Question

A loan processing office receives 4 loan requests every hour. The office has 2 departments. It takes the first department on average 20 minutes to do a preliminary check on the requests and 20% are rejected directly without going into the second department. The remaining 80% go into the second department and take 60 minutes per request and then either an acceptance or rejection letter is sent to the client. On average how many requests are in the first department (including those who are waiting)

Answer 1

On average how many requests are in the first department (including those who are waiting) is 1.32.

Explanation:

In this case, use the Little's law of queuing theory.

The Little's law states that the average number of customers in a fixed system (L) is equal to the average effective arrival rate (λ) multiplied by the average time a customer spends in the system (W).

The number of requests per hour in the 1st department is, λ₁ = 4.

It is provided that 20% are rejected directly by the 1st department without going into the 2nd department.
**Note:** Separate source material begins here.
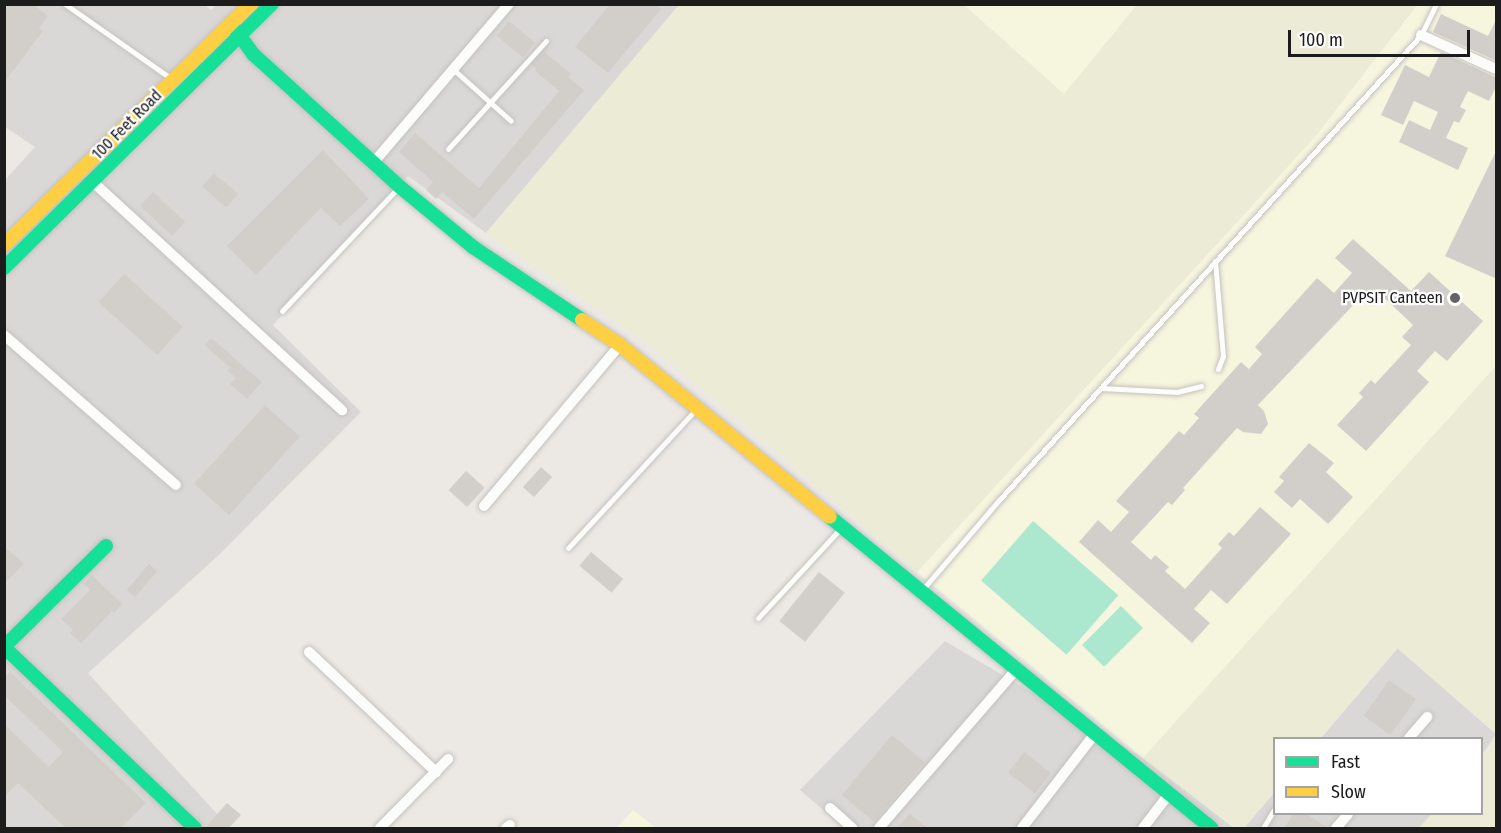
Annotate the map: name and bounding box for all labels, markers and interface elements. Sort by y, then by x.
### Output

Then the number of requests per hour is, λ₂ =
`4* 80\%=4*0.80=3.2`

The average time a customer spends in the 1st department,

W₁ = 20 minutes = 0.33 hours.

The average time a customer spends in the 1st department,

W₂ = 60 minutes = 1 hour

On average how many requests are in the first department (including those who are waiting) is:

L = λ₁ × W₁

= 4 × 0.33

= 1.32

Thus, on average how many requests are in the first department (including those who are waiting) is 1.32.